Given the high clinical heterogeneity of ASD, clustering of individuals according to a multidimensional phenotype will result in subgroups with more homogeneous clinical patterns, and for whom the causes of this disease are more likely to have the same underlying biological mechanism. The clustering of individuals according to multidimensional clinical symptoms per se is likely to have implications for prognosis and outcomes, as concurrent symptoms may have a synergistic effect on disease progression, and may thus also help guide clinical practice and intervention. However, thus far this perspective has been insufficiently explored, and not enough datasets are yet available with detailed clinical information that can be merged for large-scale analysis. The alterations in diagnostic criteria over time, and the changes in versions of instruments like the ADI-R and the ADOS, create important challenges for data merging across population samples, which are needed so that sufficient statistical power is achieved for definite conclusions. This study is clear in this limitation, as the number of subjects with important missing data in multiple clinical features was high in the AGP dataset, reducing analytical power. The next research step will necessarily have to involve overcoming limited clinical information and merging challenges between available datasets, like AGRE and the Simons Foundation Autism Research Initiative (SFARI), so that models established for biological predictions can be useful in clinical settings. On the other hand, while genomic information gets easier and cheaper to collect, improvements are also necessary regarding GO annotations, as a large number of subjects with phenotypic subgroup data did not have sufficient GO information content to be useful for classifier predictions.

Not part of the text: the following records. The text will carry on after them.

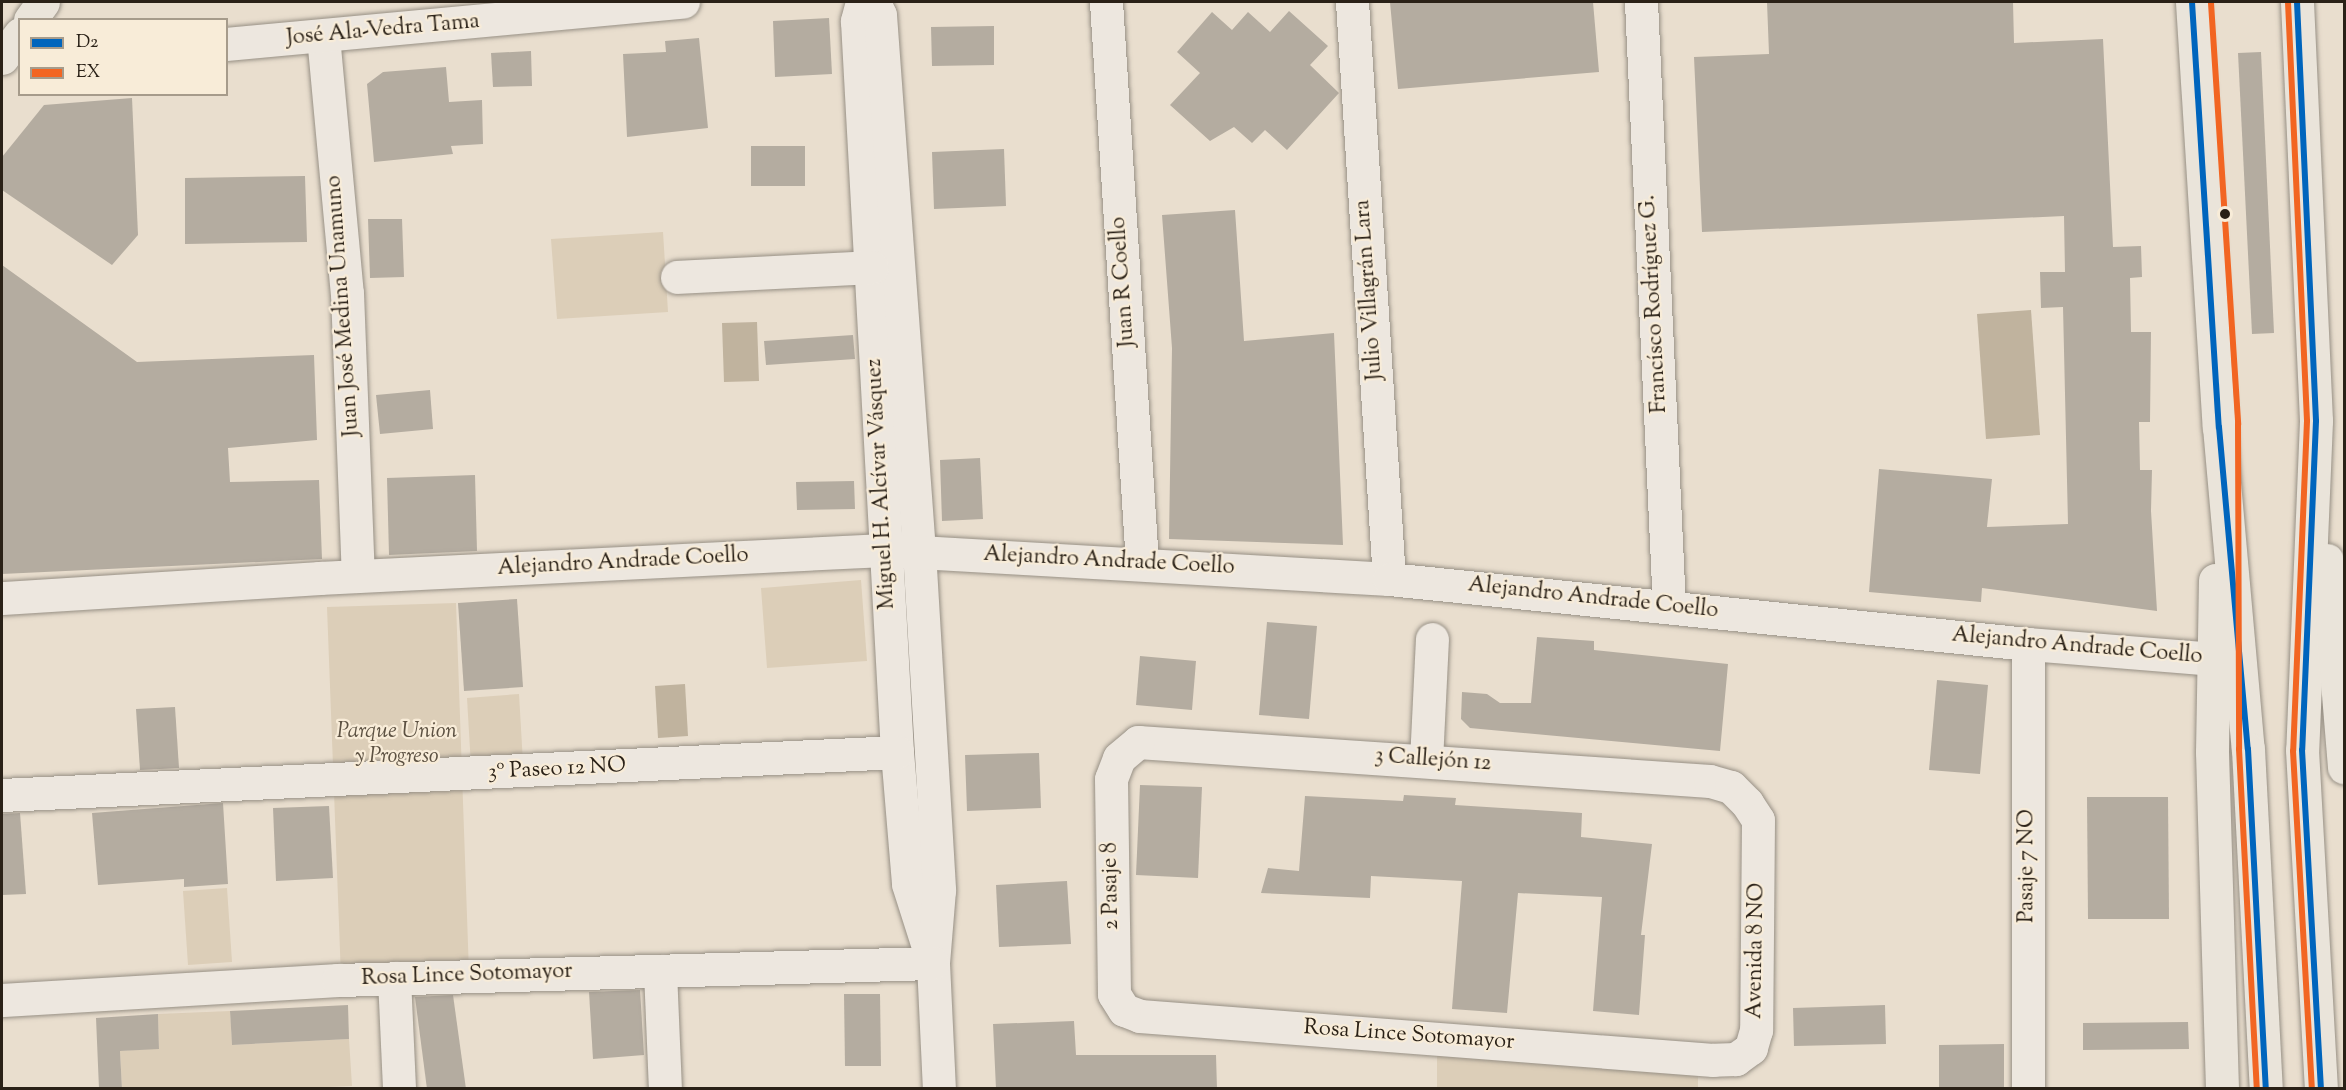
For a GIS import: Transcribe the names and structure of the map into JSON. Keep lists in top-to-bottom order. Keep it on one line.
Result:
{"streets":{"street":["José Ala-Vedra Tama","Juan R Coello","Julio Villagrán Lara","Francísco Rodríguez G.","Juan José Medina Unamuno","Miguel H. Alcívar Vásquez","Alejandro Andrade Coello","3 Callejón 12","3º Paseo 12 NO","Pasaje 7 NO","2 Pasaje 8","Avenida 8 NO","Rosa Lince Sotomayor"]},"crossings":[["José Ala-Vedra Tama","Juan José Medina Unamuno"],["Juan R Coello","Alejandro Andrade Coello"],["Julio Villagrán Lara","Alejandro Andrade Coello"],["Francísco Rodríguez G.","Alejandro Andrade Coello"],["Juan José Medina Unamuno","Alejandro Andrade Coello"],["Miguel H. Alcívar Vásquez","Alejandro Andrade Coello"],["Miguel H. Alcívar Vásquez","3º Paseo 12 NO"],["Miguel H. Alcívar Vásquez","Rosa Lince Sotomayor"],["Alejandro Andrade Coello","Pasaje 7 NO"],["3 Callejón 12","2 Pasaje 8"],["3 Callejón 12","Avenida 8 NO"],["2 Pasaje 8","Rosa Lince Sotomayor"],["Avenida 8 NO","Rosa Lince Sotomayor"]],"parks":["Parque Union y Progreso"],"lines":["transit line D2","transit line EX"],"legend":["D2","EX"]}
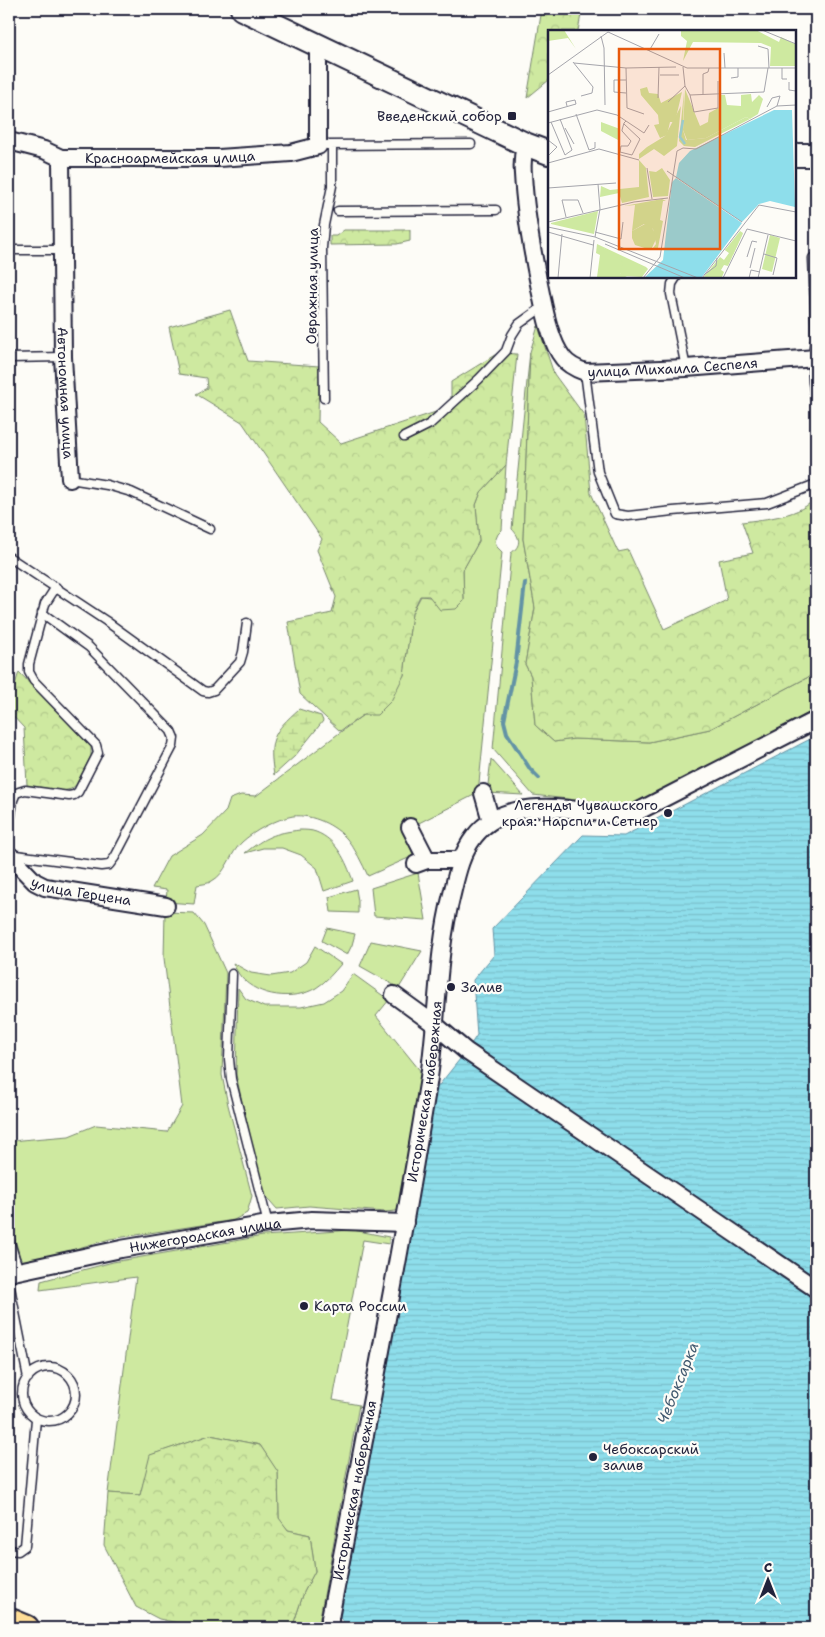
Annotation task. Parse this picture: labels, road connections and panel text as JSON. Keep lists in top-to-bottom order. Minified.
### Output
{"streets":{"street":["Красноармейская улица","улица Михаила Сеспеля","Автономная улица","улица Герцена","Историческая набережная","Нижегородская улица"],"lane":["Овражная улица"]},"crossings":[["Красноармейская улица","Овражная улица"],["Красноармейская улица","Автономная улица"],["Историческая набережная","Нижегородская улица"]],"water":["Чебоксарка"],"places":{"transit":["Введенский собор"],"other":["Легенды Чувашского края: Нарспи и Сетнер","Залив","Карта России","Чебоксарский залив"]},"north":"top"}
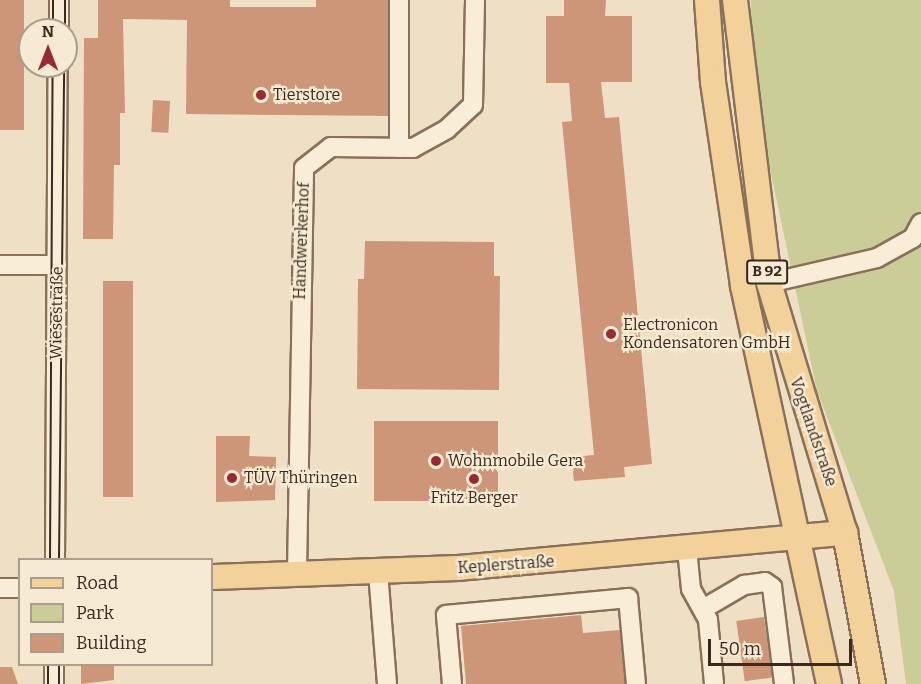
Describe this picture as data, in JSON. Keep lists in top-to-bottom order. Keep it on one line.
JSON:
{"streets":{"main road":["B 92","Vogtlandstraße","Keplerstraße"],"street":["Handwerkerhof","Wiesestraße"]},"crossings":[["Handwerkerhof","Keplerstraße"],["Vogtlandstraße","Keplerstraße"]],"places":["Tierstore","Electronicon Kondensatoren GmbH","Wohnmobile Gera","TÜV Thüringen","Fritz Berger"],"legend":["Road","Park","Building"],"scale_bar":"50 m","north":"top"}
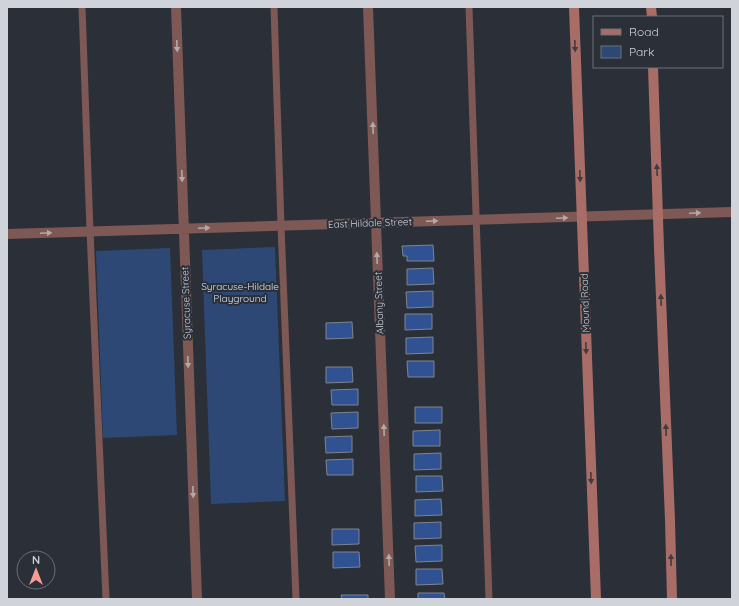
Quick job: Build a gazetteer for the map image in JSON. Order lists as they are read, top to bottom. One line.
{"streets":{"main road":["Mound Road"],"street":["East Hildale Street","Syracuse Street","Albany Street"]},"crossings":[["East Hildale Street","Syracuse Street"],["East Hildale Street","Albany Street"],["East Hildale Street","Mound Road"]],"one_way":["East Hildale Street","Syracuse Street","Albany Street"],"parks":["Syracuse-Hildale Playground"],"legend":["Road","Park"],"north":"top"}
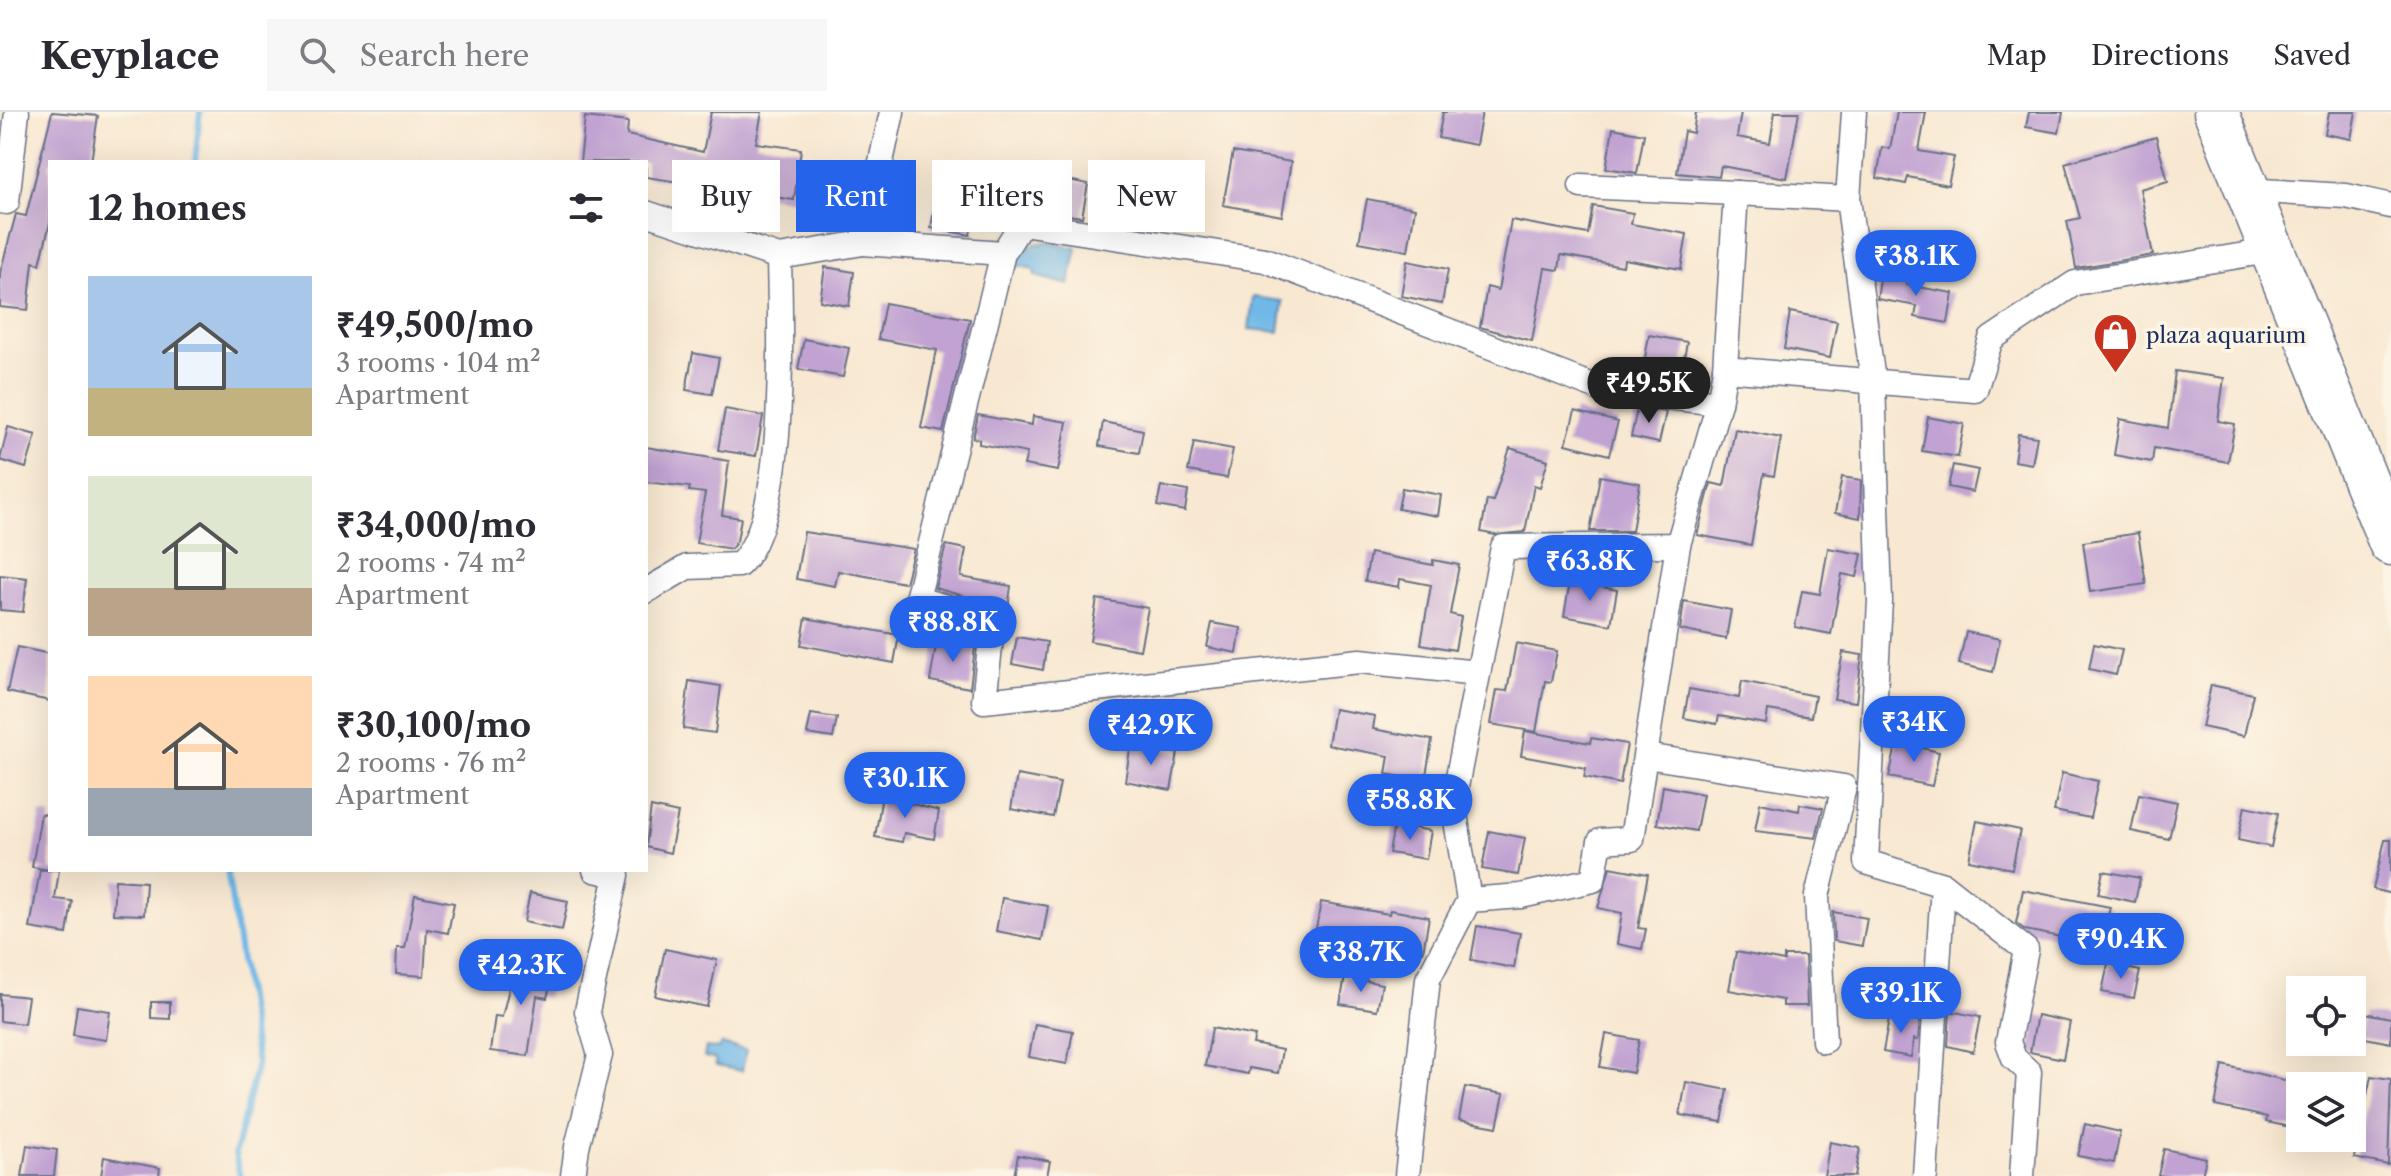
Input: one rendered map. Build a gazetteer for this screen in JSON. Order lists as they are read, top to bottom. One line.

Overall, the present approach is proof of concept that genotype–phenotype correlations can be established in ASD, and that biological processes can predict multidimensional clinical phenotypes. Importantly, it highlights the usefulness of machine learning approaches that take advantage of multidimensional measures for the construction of more homogeneous clinical profiles. It further stresses the need to overcome the limitations of analyzing individual gene variants in favor of considering biological processes disrupted by a heterogeneous set of gene variants. The results stress two major requisites for translation of genomic information into useful clinical applications: that study datasets include detailed and complete clinical information, and that databases containing biological process information are rigorously and extensively curated. Overall, the methodology can be generalized to other datasets, including the clustering and classifier steps, provided that the necessary adaptations to data characteristics are considered. Identification of biological processes for specific clinical subgroups will be important to discover physiological targets for pharmacological therapy that can be efficient for subgroups of patients. This strategy can equally become very useful in clinical settings, for predicting outcomes and planning interventions for subgroups of patients whose specific patterns of clinical presentation are defined by the genes disrupted by specific genetic variants.